I think New Year’s resolutions should be achievable. In that spirit, here are ten things I definitely will not do in 2012:
- Read one single more self-help book.
- Consult any more healers.
- “Get out more.”
- Get up earlier.
- Get better about talking on the phone.
- Engage with passionate yogis in earnest conversations about the difference between “compassion” and “simply not having a sense of humor.”
- Swear I’m gonna learn to walk in heels for the third year in a row.
- Continue trying to popularize “pajama chic” on my daily jaunts to The Hole.
- Explain to one single more vegan why I eat meat.
- Prepare for a zombie invasion (sorry, Maynard).

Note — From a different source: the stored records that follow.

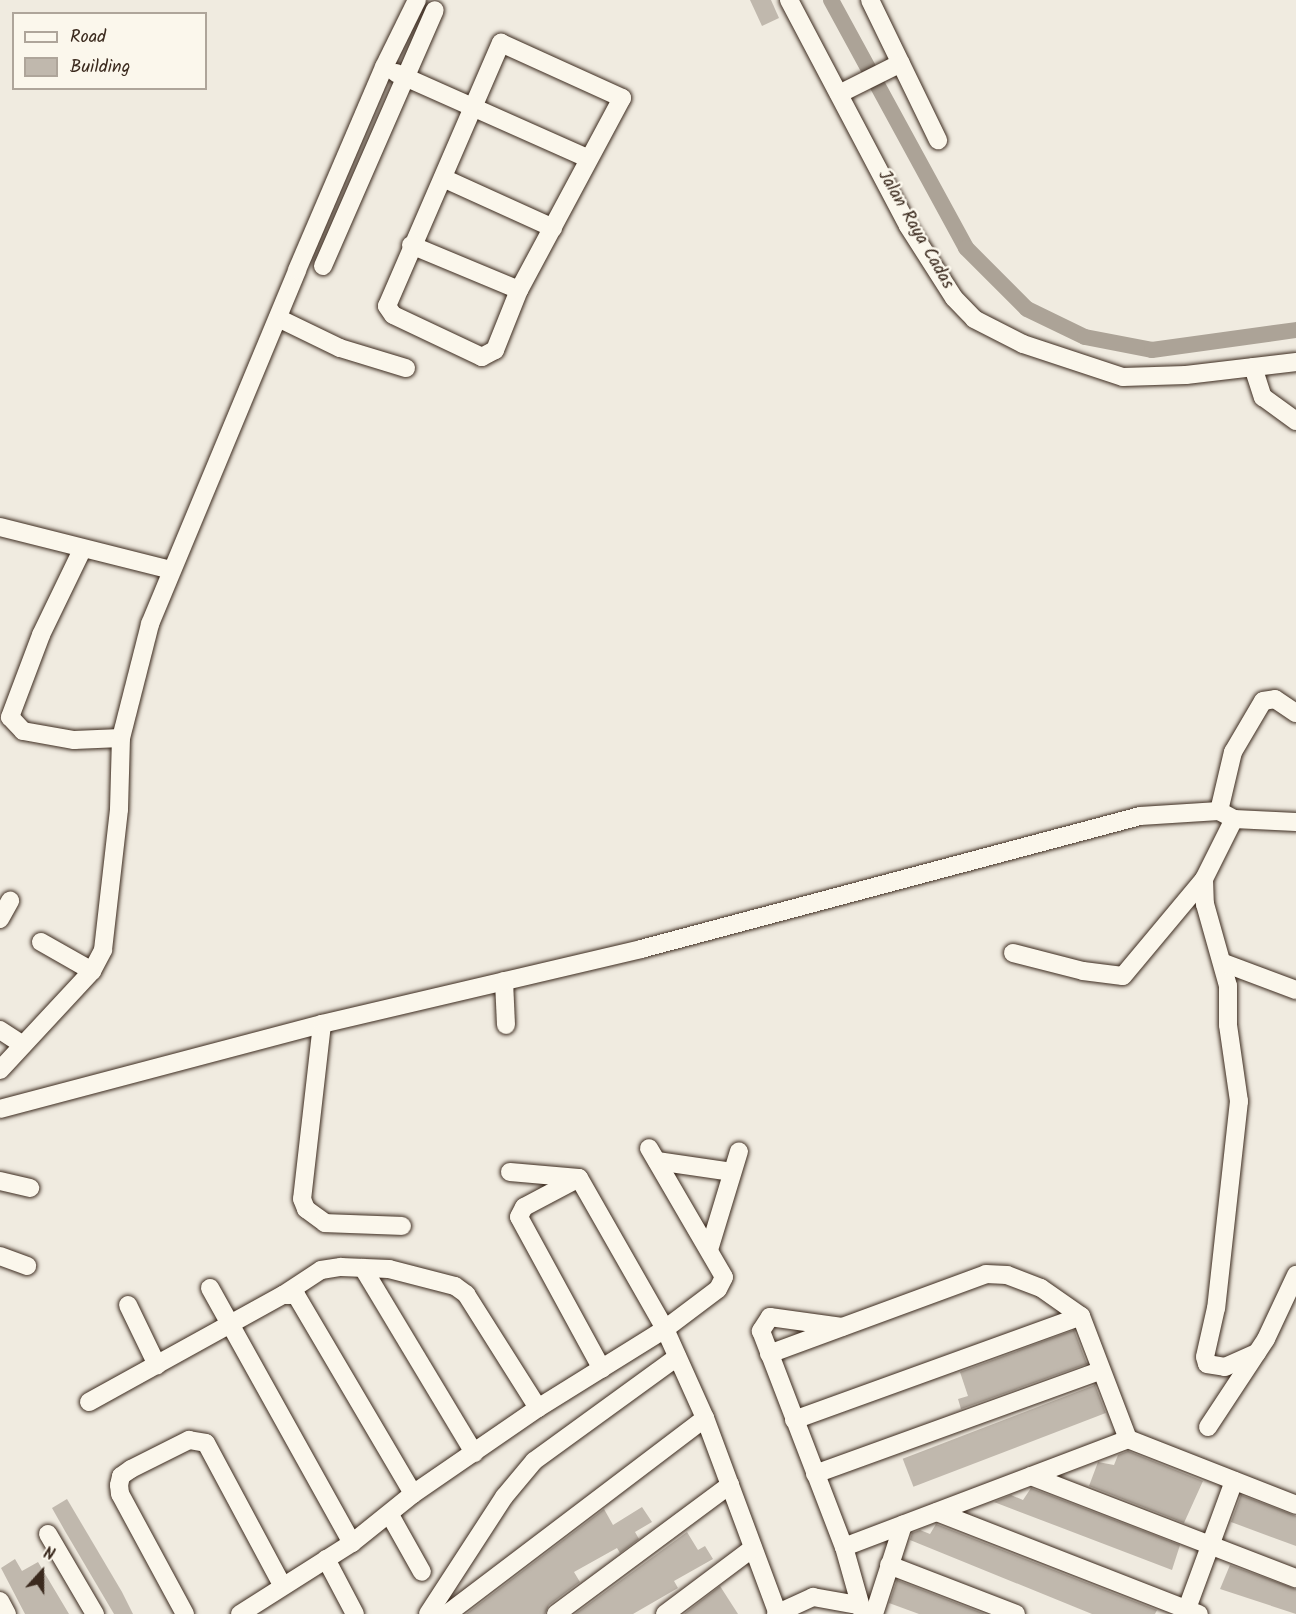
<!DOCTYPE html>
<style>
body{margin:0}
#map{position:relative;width:1296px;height:1614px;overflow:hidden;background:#f0ebe0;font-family:Kalam,sans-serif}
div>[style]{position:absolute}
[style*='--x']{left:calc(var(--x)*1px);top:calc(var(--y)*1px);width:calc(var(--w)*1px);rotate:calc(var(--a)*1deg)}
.canal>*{height:16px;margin:-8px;padding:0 8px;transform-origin:8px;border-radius:8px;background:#aca397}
.building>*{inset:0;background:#c0b8ad;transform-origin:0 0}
.roads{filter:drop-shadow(0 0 2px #3b2a1e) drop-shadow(0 0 2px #3b2a1e)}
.minor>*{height:18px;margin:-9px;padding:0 9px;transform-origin:9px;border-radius:9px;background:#fbf7ec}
span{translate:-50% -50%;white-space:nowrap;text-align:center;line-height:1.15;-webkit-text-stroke:5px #fbf7ec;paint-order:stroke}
.street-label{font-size:18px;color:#3b2a1e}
.legend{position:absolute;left:12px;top:12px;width:195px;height:78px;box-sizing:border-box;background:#fbf7ec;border:2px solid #aea59a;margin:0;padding:8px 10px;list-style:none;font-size:18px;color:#3b2a1e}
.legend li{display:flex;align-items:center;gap:12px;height:30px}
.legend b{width:30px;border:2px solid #aea59a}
.north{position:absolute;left:12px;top:1542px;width:60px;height:60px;-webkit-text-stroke:4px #fbf7ec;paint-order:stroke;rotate:21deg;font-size:16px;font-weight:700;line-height:24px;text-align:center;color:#3b2a1e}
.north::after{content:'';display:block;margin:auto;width:21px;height:27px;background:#3b2a1e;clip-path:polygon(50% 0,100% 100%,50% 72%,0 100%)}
</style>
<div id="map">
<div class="canal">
<div style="--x:831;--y:0;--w:282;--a:61.4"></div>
<div style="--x:966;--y:248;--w:86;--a:45"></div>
<div style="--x:1027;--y:309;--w:64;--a:25.8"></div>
<div style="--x:1085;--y:337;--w:68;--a:11"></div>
<div style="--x:1152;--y:350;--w:145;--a:-7.9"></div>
</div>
<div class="building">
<div style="clip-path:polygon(750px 0,771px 0,779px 18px,762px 26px)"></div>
<div style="clip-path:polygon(1074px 1330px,1087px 1364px,961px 1409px,958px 1399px,968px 1396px,960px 1372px)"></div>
<div style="left:1095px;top:1385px;width:30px;height:206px;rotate:69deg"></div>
<div style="clip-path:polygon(1128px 1451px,1203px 1481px,1184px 1523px,1089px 1486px,1098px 1462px,1114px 1465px,1118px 1455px)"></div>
<div style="clip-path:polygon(1031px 1488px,1180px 1545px,1172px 1570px,994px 1502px,1011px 1495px,1023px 1500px)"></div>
<div style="clip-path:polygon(1241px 1495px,1296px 1516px,1296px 1546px,1231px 1522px)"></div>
<div style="clip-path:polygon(67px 1499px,122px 1592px,133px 1614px,114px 1614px,65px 1531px,52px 1508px)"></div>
<div style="clip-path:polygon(642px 1507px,652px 1522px,635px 1532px,639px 1539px,620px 1553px,617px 1548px,574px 1572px,580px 1582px,549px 1605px,545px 1614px,466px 1614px,604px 1509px,613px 1525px)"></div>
<div style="clip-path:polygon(936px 1524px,1157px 1610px,1155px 1614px,1092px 1614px,910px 1540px,912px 1533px,920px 1530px,930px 1534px)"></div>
<div style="clip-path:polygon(687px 1532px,698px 1550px,705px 1546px,713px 1559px,674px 1581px,678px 1588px,633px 1614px,575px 1614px)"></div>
<div style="clip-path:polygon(15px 1559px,22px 1571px,38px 1562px,69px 1614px,25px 1614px,1px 1568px)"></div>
<div style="clip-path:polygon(1230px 1565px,1296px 1589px,1296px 1614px,1220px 1589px)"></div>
<div style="clip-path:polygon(897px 1580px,985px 1614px,919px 1614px,889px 1603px)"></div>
<div style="clip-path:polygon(720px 1586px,738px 1614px,684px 1614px)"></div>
</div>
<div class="roads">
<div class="minor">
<div style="--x:789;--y:0;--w:255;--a:62.2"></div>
<div style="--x:908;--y:226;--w:85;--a:57.4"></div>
<div style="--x:954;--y:298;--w:29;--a:46"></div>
<div style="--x:974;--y:319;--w:55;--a:27"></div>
<div style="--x:1023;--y:344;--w:105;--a:18.3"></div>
<div style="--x:1123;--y:377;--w:63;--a:-1.8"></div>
<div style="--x:1186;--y:375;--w:111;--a:-6.7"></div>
<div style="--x:870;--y:0;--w:156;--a:64.1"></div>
<div style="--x:501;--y:43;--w:133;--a:24.4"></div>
<div style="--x:622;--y:98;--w:218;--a:118.2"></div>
<div style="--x:519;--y:290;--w:65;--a:111.8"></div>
<div style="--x:495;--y:350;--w:15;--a:152"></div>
<div style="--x:482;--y:357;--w:98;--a:-154.7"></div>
<div style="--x:393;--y:315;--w:11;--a:-124"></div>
<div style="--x:387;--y:306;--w:287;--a:-66.6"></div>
<div style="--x:396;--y:73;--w:211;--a:24"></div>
<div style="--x:839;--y:94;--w:69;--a:-26.6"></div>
<div style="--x:443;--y:178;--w:121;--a:24.4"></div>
<div style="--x:411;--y:245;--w:117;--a:22.6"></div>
<div style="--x:323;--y:266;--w:279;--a:-66.4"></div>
<div style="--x:278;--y:318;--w:69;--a:25.8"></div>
<div style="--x:340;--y:348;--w:69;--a:16.9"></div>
<div style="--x:1253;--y:367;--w:32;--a:72"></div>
<div style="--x:1263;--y:397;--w:41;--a:36"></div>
<div style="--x:0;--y:527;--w:176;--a:14.1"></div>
<div style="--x:82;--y:550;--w:94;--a:115.8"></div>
<div style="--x:41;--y:635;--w:88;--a:110.7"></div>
<div style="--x:10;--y:717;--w:19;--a:47"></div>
<div style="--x:23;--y:731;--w:52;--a:10"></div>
<div style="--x:74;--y:740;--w:47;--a:-2.4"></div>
<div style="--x:1219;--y:811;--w:61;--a:-76.7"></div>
<div style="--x:1233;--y:752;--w:59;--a:-59.5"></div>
<div style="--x:1263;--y:701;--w:12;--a:-9"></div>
<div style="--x:1275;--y:699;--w:25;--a:34"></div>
<div style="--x:1234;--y:819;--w:67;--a:116.6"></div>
<div style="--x:1204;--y:879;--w:25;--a:88"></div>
<div style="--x:1205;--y:904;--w:85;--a:74.3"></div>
<div style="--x:1228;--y:986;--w:39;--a:90"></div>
<div style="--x:1228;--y:1025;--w:77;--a:81.8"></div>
<div style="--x:1239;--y:1101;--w:208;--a:96.3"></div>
<div style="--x:1216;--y:1308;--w:50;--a:102.7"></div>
<div style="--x:1205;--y:1357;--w:7;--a:74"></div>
<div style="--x:1207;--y:1364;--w:18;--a:9"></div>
<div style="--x:1225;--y:1367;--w:35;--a:-24"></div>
<div style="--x:0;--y:919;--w:21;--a:-61"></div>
<div style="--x:41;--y:942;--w:59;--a:29.6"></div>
<div style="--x:1013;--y:953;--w:72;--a:14.4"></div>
<div style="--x:1083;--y:971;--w:40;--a:7.1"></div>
<div style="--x:1123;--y:976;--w:126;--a:-50.1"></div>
<div style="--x:1224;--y:963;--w:77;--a:20.6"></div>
<div style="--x:504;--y:981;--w:44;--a:87.4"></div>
<div style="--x:322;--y:1024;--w:176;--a:96.5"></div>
<div style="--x:302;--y:1199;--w:11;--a:68"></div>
<div style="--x:306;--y:1209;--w:24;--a:36"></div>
<div style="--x:325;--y:1223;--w:77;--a:2.2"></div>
<div style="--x:0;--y:1030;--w:27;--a:33"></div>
<div style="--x:0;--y:1070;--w:135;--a:-47.1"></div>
<div style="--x:92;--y:971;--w:24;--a:-62"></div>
<div style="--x:103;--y:950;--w:142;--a:-83.5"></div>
<div style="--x:119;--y:809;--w:71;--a:-88.4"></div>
<div style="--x:121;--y:738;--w:118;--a:-75.7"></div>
<div style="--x:150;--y:624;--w:383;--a:-67.4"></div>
<div style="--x:297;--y:270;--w:221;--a:-66.8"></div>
<div style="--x:384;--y:67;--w:75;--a:-63.8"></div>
<div style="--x:0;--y:1109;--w:333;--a:-14.8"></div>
<div style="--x:322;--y:1024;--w:328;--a:-13.2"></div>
<div style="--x:641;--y:949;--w:516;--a:-14.92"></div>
<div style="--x:1140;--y:816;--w:79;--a:-3.6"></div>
<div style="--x:1219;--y:811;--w:17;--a:28"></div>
<div style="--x:1234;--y:819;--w:62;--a:2.8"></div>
<div style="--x:657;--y:1161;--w:76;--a:8.3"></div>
<div style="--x:510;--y:1172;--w:69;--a:5"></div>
<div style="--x:579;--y:1178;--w:174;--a:60.3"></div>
<div style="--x:665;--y:1329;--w:66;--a:-37"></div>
<div style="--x:718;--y:1289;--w:13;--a:-63"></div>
<div style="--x:724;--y:1277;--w:149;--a:-120.2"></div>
<div style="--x:579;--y:1178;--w:62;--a:152.2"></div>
<div style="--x:524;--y:1207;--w:11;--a:117"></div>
<div style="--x:519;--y:1217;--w:173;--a:61.4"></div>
<div style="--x:0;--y:1181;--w:31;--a:13"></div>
<div style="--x:709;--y:1250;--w:103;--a:-73.1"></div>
<div style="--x:0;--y:1256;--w:29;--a:20"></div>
<div style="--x:363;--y:1268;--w:216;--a:59"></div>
<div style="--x:210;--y:1288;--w:292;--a:60.9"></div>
<div style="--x:283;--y:1295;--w:45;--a:-33.3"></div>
<div style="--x:321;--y:1270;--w:20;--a:-9"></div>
<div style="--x:341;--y:1267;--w:48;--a:2.4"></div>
<div style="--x:389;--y:1269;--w:68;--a:14.4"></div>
<div style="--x:455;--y:1286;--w:14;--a:36"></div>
<div style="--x:466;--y:1294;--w:135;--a:57.7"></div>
<div style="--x:128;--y:1305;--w:67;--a:64.2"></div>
<div style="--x:842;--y:1327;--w:73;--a:-172.1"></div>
<div style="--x:770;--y:1317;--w:17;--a:123"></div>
<div style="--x:761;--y:1331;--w:231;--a:69"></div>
<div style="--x:844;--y:1547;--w:70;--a:74.2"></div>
<div style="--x:769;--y:1354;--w:231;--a:-20.2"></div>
<div style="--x:986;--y:1274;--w:21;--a:3"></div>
<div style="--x:1007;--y:1275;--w:36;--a:21"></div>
<div style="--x:1041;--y:1288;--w:49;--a:35"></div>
<div style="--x:1081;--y:1316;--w:132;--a:69.1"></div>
<div style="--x:1128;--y:1439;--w:180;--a:21.4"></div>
<div style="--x:89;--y:1402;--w:222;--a:-28.9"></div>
<div style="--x:283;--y:1295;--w:13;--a:0"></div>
<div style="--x:296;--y:1295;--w:231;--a:59.5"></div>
<div style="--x:794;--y:1420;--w:305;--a:-19.9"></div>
<div style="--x:1208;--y:1427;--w:105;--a:-56.6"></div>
<div style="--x:1266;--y:1339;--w:71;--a:-64.9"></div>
<div style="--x:815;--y:1474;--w:303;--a:-19.9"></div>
<div style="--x:1031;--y:1476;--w:284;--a:21.1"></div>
<div style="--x:937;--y:1512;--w:281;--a:21.3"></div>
<div style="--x:390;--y:1515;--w:65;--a:60.7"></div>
<div style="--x:48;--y:1534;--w:93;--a:59.6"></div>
<div style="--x:844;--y:1547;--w:304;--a:-20.8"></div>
<div style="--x:326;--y:1559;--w:62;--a:62.2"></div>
<div style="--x:889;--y:1565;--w:136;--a:21.1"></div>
<div style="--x:0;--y:1601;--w:15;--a:62"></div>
<div style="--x:185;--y:1614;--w:136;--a:-118.4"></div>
<div style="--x:120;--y:1494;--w:9;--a:-96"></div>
<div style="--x:119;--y:1485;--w:9;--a:-77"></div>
<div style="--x:121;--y:1476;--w:12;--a:-35"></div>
<div style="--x:131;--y:1469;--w:65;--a:-26.6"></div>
<div style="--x:189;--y:1440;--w:17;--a:10"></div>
<div style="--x:206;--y:1443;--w:161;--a:61.8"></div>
<div style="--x:240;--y:1614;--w:133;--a:-32.4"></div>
<div style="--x:352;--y:1543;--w:78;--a:-38.8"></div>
<div style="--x:413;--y:1494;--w:152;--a:-34.5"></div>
<div style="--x:538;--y:1408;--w:150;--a:-31.9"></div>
<div style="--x:665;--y:1329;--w:98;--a:65.8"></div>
<div style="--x:705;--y:1418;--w:209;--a:69.6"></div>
<div style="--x:428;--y:1614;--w:140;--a:-57"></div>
<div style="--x:504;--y:1497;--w:47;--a:-50.2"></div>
<div style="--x:534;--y:1461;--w:177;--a:-36"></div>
<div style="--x:447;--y:1614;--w:324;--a:-37.2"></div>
<div style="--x:556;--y:1614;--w:217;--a:-36.6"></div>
<div style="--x:665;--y:1614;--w:110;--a:-36.9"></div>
<div style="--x:776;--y:1614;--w:41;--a:-24.7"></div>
<div style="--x:813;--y:1597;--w:46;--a:10.1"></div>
<div style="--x:874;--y:1614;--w:94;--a:-72"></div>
<div style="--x:1185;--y:1614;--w:142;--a:-69.8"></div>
</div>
</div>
<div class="street-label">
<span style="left:915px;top:230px;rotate:60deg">Jalan Raya Cadas</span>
</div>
<ul class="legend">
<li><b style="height:8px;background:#fbf7ec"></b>Road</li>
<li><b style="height:16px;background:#c0b8ad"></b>Building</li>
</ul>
<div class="north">N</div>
</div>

And, a bonus list! Thanks to The Hairpin for this idea. This is my “reverse bucket list,” or, ten things I definitely do NOT want to do before I die:
- Go to Burning Man.
- Complete a triathlon.
- Sojourn through India on a spiritual quest.
- Get a boob job.
- Get elected to office.
- Shoot a gun.
- Finally learn to sew.
- Spend a little time in prison, just for the experience.
- Be the life of a party.
- Have a 3-way.
This is by no means a comprehensive list.
Oh, here’s one thing I will be doing, at least in January:
The River of Stones 30-Day Writing Challenge. Join me?
since you’re not going to learn to walk in heels, can I have those rad shoes you bought about 6 mos ago?